Git Product home page Git Product logo

sda-sync's Introduction

SDA-sync

The sda-sync is an integration created to solve the data syncing requirement in BigPicture. In this project, every data submission that takes place in a country's node must be mirrored in the other country's node. This means that both the submitted data files and their corresponding database identifiers (e.g. accession and dataset ID's) in one country's node should be replicated in the other country's node. This is achieved by syncing the data between the two nodes and then providing the relevant identifiers for use while ingesting.

Specifically, the files (and datasets) that are uploaded in one node, are synced/backed up to the other node by making sure that the ingestion process that is run on both sides will result in accession and dataset IDs that are the same in both nodes. To achieve this, the sync integration utilizes the sensitive-data-archive sync and sync-api services.

In brief, the syncing will be triggered whenever a local dataset submission, i.e. a dataset that is created on the local node, is detected. The detection is based on the dataset prefix which is unique to each country's node. In such a case, the sync service copies the dataset files to the inbox of the other node after these have been re-encrypted with the recipient nodes's crypt4gh public key.
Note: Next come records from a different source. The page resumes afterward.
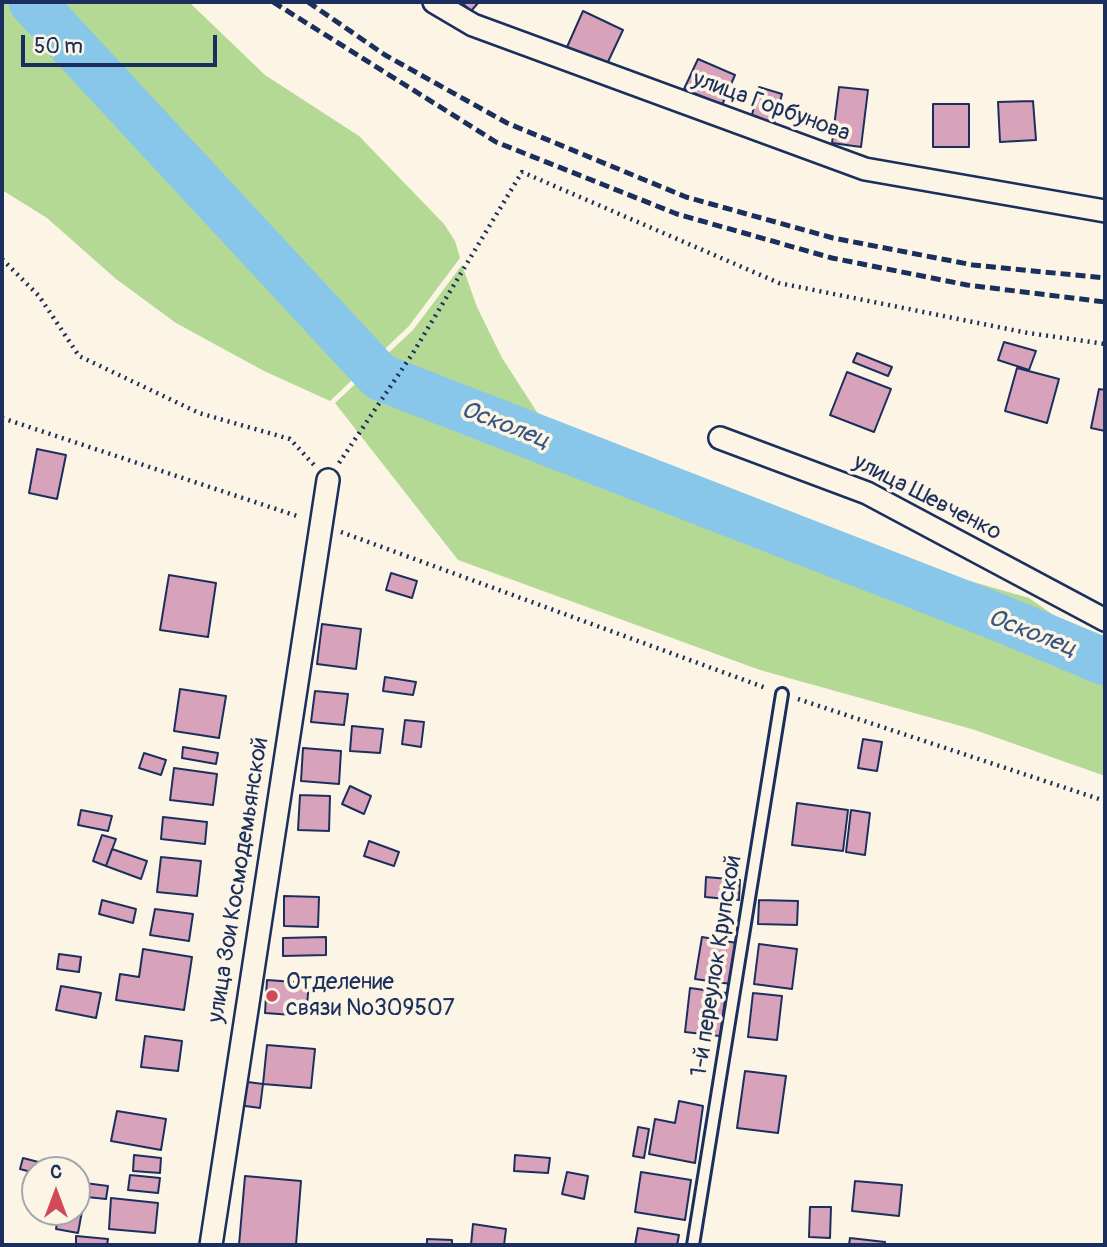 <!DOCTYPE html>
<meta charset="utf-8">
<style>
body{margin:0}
#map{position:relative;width:1107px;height:1247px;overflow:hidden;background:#fcf5e5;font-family:Pangolin,sans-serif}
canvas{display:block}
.frame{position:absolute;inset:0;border:4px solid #1b2f5e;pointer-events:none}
.north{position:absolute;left:21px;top:1156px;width:70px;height:70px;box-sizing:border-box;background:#fcf5e5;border:2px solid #a2a6af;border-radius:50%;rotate:0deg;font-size:19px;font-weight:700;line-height:28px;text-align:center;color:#1b2f5e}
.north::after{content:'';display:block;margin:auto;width:24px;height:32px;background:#d1495b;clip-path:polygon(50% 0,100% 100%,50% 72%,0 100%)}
.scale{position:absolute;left:21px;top:35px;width:196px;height:32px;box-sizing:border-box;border:4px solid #1b2f5e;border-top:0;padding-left:9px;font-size:21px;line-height:24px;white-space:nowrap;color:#1b2f5e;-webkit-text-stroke:5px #fcf5e5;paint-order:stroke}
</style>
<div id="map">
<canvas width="1107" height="1247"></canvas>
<div class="frame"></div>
<div class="north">С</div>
<div class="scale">50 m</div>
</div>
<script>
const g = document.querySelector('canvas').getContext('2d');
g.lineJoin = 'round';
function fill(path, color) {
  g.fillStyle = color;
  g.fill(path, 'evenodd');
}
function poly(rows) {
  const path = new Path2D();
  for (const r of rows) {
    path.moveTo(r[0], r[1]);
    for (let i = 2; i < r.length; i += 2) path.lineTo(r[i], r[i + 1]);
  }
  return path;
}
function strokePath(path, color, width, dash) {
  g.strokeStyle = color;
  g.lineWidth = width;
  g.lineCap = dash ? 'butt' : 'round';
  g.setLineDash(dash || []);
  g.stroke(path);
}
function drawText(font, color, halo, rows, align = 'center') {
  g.font = font + ' Pangolin,sans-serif';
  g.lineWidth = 7;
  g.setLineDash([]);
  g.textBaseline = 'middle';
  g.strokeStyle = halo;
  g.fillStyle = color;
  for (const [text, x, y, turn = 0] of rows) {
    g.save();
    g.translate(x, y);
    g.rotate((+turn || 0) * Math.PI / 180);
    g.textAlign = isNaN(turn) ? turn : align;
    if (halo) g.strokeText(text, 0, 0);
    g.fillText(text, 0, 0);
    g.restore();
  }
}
const green = poly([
 [2,2,189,2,265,75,359,136,444,224,455,241,460,258,409,326,330,401,264,371,176,323,116,279,47,218,2,190],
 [462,265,477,307,502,358,537,412,571,442,615,467,724,502,831,541,1029,598,1105,651,1105,776,975,730,760,670,458,560,335,403,413,330]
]);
const river = poly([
 [32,2,380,377,995,616,1105,662]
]);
const building = poly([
 [461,2,479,2,471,11,461,2],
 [583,11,623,30,606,66,567,47,583,11],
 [698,59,735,75,722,105,684,89,698,59],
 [759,87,782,94,774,124,751,119,759,87],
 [839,87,868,90,861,147,832,143,839,87],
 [1033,101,1036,140,1000,142,998,102,1033,101],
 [933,104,969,104,969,147,933,147,933,104],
 [1004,342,1036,351,1029,370,998,360,1004,342],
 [857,353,892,367,888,376,853,362,857,353],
 [1017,368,1059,379,1047,423,1005,411,1017,368],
 [847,372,891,389,874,432,830,415,847,372],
 [1099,389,1105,390,1105,431,1091,428,1099,389],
 [37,449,66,455,57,499,29,493,37,449],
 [391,573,417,581,412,598,386,590,391,573],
 [169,575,216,583,208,637,160,630,169,575],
 [322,624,361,629,356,669,317,664,322,624],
 [385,677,416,682,413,695,383,691,385,677],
 [180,689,226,696,219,738,174,731,180,689],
 [315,691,348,694,344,725,311,722,315,691],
 [405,720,424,722,421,747,402,744,405,720],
 [352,726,383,729,380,753,350,751,352,726],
 [863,739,882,742,877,771,858,768,863,739],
 [183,747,218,753,216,764,182,758,183,747],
 [303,748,341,751,339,784,301,781,303,748],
 [144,753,166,760,161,775,139,768,144,753],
 [174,768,217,774,213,805,170,800,174,768],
 [350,786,371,796,364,814,342,804,350,786],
 [300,795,330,796,329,831,298,830,300,795],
 [797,803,848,810,843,851,792,845,797,803],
 [81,810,112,816,108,831,78,825,81,810],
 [851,810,870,813,865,855,846,852,851,810],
 [163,817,207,822,205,844,161,839,163,817],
 [102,835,116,839,106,866,93,861,102,835],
 [369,841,399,852,394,866,364,856,369,841],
 [112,849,147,861,141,879,106,866,112,849],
 [161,857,201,861,197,896,157,892,161,857],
 [706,877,740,880,739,900,705,897,706,877],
 [284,896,319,897,318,927,284,926,284,896],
 [102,900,136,909,133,923,99,914,102,900],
 [759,900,798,901,797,925,758,924,759,900],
 [155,909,193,914,189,941,150,935,155,909],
 [326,937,326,955,283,956,283,938,326,937],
 [702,937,737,943,731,984,695,979,702,937],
 [759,944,797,949,792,989,754,984,759,944],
 [143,949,192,957,184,1010,116,1000,120,974,139,977,143,949],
 [59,954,81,957,79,972,57,969,59,954],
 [267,980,309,983,306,1016,265,1013,267,980],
 [61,986,101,993,96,1018,56,1010,61,986],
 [690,988,726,993,720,1036,685,1032,690,988],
 [753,993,782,996,777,1040,748,1037,753,993],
 [145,1036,182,1041,178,1071,141,1067,145,1036],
 [267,1045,315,1049,311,1088,263,1084,267,1045],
 [745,1071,786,1076,778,1133,737,1128,745,1071],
 [240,1081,263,1084,260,1108,238,1105,240,1081],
 [679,1101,703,1106,695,1163,649,1154,655,1119,675,1123,679,1101],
 [117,1111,166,1119,161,1150,111,1141,117,1111],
 [638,1127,649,1129,644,1158,633,1156,638,1127],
 [134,1155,161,1158,160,1173,133,1171,134,1155],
 [515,1155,550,1158,548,1173,514,1171,515,1155],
 [23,1158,46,1164,44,1170,35,1170,35,1173,20,1169,23,1158],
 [567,1172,588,1176,584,1199,562,1194,567,1172],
 [641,1172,691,1180,685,1220,635,1212,641,1172],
 [130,1175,160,1178,158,1193,128,1190,130,1175],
 [245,1176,301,1181,296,1245,239,1245,245,1176],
 [855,1181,902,1185,899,1216,852,1211,855,1181],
 [77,1182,108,1186,106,1199,77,1196,77,1182],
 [111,1198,158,1203,155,1233,109,1229,111,1198],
 [810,1207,831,1207,830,1238,809,1237,810,1207],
 [82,1211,78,1233,56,1229,59,1212,82,1211],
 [473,1224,506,1229,504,1245,471,1245,473,1224],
 [638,1228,679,1235,677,1245,635,1245,638,1228],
 [76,1236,108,1239,107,1245,76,1245,76,1236],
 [850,1238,885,1242,885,1245,849,1245,850,1238],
 [427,1239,452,1240,452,1245,427,1245,427,1239]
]);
const path = poly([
 [2,259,39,296,79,356,199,413,290,439,314,465],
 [2,418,300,517],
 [339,463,413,353,522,172,779,283,1028,333,1105,344],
 [341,532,766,688],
 [798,699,1105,801]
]);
const service = poly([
 [693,1245,782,694]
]);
const minor = poly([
 [434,2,473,25,865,169,1105,211],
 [720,438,867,493,1105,620],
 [211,1245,328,480]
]);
const rail = poly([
 [273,2,496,142,677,214,832,258,967,285,1105,302],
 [308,2,385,55,507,123,686,197,833,238,973,265,1105,278]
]);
const markers = [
 [272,996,7,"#d1495b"]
];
const streetNames = [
 ["улица Горбунова",771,107,20],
 ["улица Шевченко",927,498,27],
 ["улица Зои Космодемьянской",239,880,-81],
 ["1-й переулок Крупской",717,966,-81]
];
const poiNames = [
 ["Отделение",286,983],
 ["связи №309507",286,1009]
];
const waterNames = [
 ["Осколец",505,426,21],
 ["Осколец",1032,634,21]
];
fill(green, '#b4d994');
strokePath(river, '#88c7e9', 47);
fill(building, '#d8a3ba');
strokePath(building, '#1b2f5e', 2);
strokePath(service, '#1b2f5e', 16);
strokePath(minor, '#1b2f5e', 26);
strokePath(path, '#1b2f5e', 4.5, [2, 5]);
strokePath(service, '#fcf5e5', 10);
strokePath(minor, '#fcf5e5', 21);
strokePath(rail, '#1b2f5e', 5, [10, 5]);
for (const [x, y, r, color] of markers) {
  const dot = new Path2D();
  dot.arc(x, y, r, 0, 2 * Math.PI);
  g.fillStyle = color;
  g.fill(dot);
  strokePath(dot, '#fcf5e5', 2.5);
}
drawText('23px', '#1b2f5e', '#fcf5e5', streetNames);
drawText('23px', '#1b2f5e', '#fcf5e5', poiNames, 'left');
drawText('italic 24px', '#365581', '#fcf5e5', waterNames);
</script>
It also posts JSON messages to the receiving node's sync-api service from which sync-api creates and sends the necessary RabbitMQ messages to orchestrate the ingestion cycle on the receiving side of the syncing.

The sync-api service will be triggered whenever it receives a RabbitMQ message from the sync service of the other node. The sync-api service will then create the RabbitMQ messages needed to trigger the ingestion cycle on the receiving node.

The example integration in the docker-compose.yml assummes that both nodes are running inboxes that are S3 based but POSIX and sftp inbox types are also supported and may be configured by uncommenting the noted code segments of the compose file.

How to run the integration

The services for the two nodes can be started in parallel: Start the services in Sweden

docker compose --profile sda-sweden up

Start the services in Finland

docker compose --profile sda-finland up

Note: the version of the sensitive-date-archive services for the whole stack can be changed by editing the .env file that is located in the root of the repo.

Encrypt and upload files

There is a script under the dev_utils folder that cleans up the files folder and exports the keys for encryption. Running the script should download the crypt4gh keys that would allow for encrypting the file.test included in the dev_utils/tools folder

./prepare.sh

Note: This script should be run every time the services are re-run.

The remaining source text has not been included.